▶ **EXERCISE PROMPT**
Output the listing below, all of it, exactly as given.

▶ **STORED DATA**
**********
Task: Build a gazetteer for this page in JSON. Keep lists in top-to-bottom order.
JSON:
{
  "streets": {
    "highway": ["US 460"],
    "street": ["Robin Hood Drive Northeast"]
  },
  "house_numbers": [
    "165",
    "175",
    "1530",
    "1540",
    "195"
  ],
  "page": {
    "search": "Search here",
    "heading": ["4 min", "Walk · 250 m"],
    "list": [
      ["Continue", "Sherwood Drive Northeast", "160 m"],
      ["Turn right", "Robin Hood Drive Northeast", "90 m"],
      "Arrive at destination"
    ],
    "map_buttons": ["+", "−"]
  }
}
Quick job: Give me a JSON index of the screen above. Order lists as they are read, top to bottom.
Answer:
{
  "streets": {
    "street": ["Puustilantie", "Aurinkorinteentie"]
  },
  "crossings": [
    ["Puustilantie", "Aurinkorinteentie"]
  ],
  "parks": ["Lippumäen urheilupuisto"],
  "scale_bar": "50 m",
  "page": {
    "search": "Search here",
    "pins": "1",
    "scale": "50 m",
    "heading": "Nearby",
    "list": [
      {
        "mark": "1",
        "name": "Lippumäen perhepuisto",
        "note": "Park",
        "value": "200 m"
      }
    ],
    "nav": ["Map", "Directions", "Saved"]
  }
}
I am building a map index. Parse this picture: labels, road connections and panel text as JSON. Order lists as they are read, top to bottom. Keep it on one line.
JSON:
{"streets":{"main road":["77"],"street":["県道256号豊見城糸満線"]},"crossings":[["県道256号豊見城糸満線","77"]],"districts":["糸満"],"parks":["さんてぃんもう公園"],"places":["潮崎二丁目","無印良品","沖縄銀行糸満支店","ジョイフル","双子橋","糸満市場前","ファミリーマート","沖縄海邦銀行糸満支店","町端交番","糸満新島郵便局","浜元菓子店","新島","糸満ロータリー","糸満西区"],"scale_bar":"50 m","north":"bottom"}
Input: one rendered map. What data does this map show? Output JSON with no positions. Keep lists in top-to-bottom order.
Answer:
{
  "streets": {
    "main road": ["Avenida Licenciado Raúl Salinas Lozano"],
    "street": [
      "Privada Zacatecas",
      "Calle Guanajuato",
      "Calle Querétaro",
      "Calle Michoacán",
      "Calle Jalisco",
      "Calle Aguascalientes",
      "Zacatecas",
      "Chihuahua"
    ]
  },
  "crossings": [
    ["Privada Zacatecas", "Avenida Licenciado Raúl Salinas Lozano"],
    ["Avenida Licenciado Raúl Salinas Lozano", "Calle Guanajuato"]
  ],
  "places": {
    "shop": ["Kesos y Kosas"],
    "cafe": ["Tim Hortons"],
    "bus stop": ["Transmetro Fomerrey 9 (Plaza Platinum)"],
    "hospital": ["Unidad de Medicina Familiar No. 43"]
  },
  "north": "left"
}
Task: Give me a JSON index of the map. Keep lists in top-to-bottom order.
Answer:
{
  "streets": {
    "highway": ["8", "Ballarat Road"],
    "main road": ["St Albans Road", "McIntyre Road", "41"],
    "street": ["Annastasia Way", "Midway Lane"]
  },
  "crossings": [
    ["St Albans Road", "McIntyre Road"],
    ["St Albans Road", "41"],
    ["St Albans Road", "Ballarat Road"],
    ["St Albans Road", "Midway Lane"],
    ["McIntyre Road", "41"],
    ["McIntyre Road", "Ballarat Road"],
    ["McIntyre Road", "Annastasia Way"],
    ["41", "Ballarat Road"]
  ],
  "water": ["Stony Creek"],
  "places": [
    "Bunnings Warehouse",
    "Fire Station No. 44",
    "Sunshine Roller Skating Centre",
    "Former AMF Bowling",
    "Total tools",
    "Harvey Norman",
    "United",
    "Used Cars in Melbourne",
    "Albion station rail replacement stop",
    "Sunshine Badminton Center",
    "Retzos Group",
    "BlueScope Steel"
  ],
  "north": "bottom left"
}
**********
▶ **RESPONSE BOX**
Task: Build a gazetteer for this page in JSON. Keep lists in top-to-bottom order.
JSON:
{
  "streets": {
    "highway": ["US 460"],
    "street": ["Robin Hood Drive Northeast"]
  },
  "house_numbers": [
    "165",
    "175",
    "1530",
    "1540",
    "195"
  ],
  "page": {
    "search": "Search here",
    "heading": ["4 min", "Walk · 250 m"],
    "list": [
      ["Continue", "Sherwood Drive Northeast", "160 m"],
      ["Turn right", "Robin Hood Drive Northeast", "90 m"],
      "Arrive at destination"
    ],
    "map_buttons": ["+", "−"]
  }
}
Quick job: Give me a JSON index of the screen above. Order lists as they are read, top to bottom.
Answer:
{
  "streets": {
    "street": ["Puustilantie", "Aurinkorinteentie"]
  },
  "crossings": [
    ["Puustilantie", "Aurinkorinteentie"]
  ],
  "parks": ["Lippumäen urheilupuisto"],
  "scale_bar": "50 m",
  "page": {
    "search": "Search here",
    "pins": "1",
    "scale": "50 m",
    "heading": "Nearby",
    "list": [
      {
        "mark": "1",
        "name": "Lippumäen perhepuisto",
        "note": "Park",
        "value": "200 m"
      }
    ],
    "nav": ["Map", "Directions", "Saved"]
  }
}
I am building a map index. Parse this picture: labels, road connections and panel text as JSON. Order lists as they are read, top to bottom. Keep it on one line.
JSON:
{"streets":{"main road":["77"],"street":["県道256号豊見城糸満線"]},"crossings":[["県道256号豊見城糸満線","77"]],"districts":["糸満"],"parks":["さんてぃんもう公園"],"places":["潮崎二丁目","無印良品","沖縄銀行糸満支店","ジョイフル","双子橋","糸満市場前","ファミリーマート","沖縄海邦銀行糸満支店","町端交番","糸満新島郵便局","浜元菓子店","新島","糸満ロータリー","糸満西区"],"scale_bar":"50 m","north":"bottom"}
Input: one rendered map. What data does this map show? Output JSON with no positions. Keep lists in top-to-bottom order.
Answer:
{
  "streets": {
    "main road": ["Avenida Licenciado Raúl Salinas Lozano"],
    "street": [
      "Privada Zacatecas",
      "Calle Guanajuato",
      "Calle Querétaro",
      "Calle Michoacán",
      "Calle Jalisco",
      "Calle Aguascalientes",
      "Zacatecas",
      "Chihuahua"
    ]
  },
  "crossings": [
    ["Privada Zacatecas", "Avenida Licenciado Raúl Salinas Lozano"],
    ["Avenida Licenciado Raúl Salinas Lozano", "Calle Guanajuato"]
  ],
  "places": {
    "shop": ["Kesos y Kosas"],
    "cafe": ["Tim Hortons"],
    "bus stop": ["Transmetro Fomerrey 9 (Plaza Platinum)"],
    "hospital": ["Unidad de Medicina Familiar No. 43"]
  },
  "north": "left"
}
Task: Give me a JSON index of the map. Keep lists in top-to-bottom order.
Answer:
{
  "streets": {
    "highway": ["8", "Ballarat Road"],
    "main road": ["St Albans Road", "McIntyre Road", "41"],
    "street": ["Annastasia Way", "Midway Lane"]
  },
  "crossings": [
    ["St Albans Road", "McIntyre Road"],
    ["St Albans Road", "41"],
    ["St Albans Road", "Ballarat Road"],
    ["St Albans Road", "Midway Lane"],
    ["McIntyre Road", "41"],
    ["McIntyre Road", "Ballarat Road"],
    ["McIntyre Road", "Annastasia Way"],
    ["41", "Ballarat Road"]
  ],
  "water": ["Stony Creek"],
  "places": [
    "Bunnings Warehouse",
    "Fire Station No. 44",
    "Sunshine Roller Skating Centre",
    "Former AMF Bowling",
    "Total tools",
    "Harvey Norman",
    "United",
    "Used Cars in Melbourne",
    "Albion station rail replacement stop",
    "Sunshine Badminton Center",
    "Retzos Group",
    "BlueScope Steel"
  ],
  "north": "bottom left"
}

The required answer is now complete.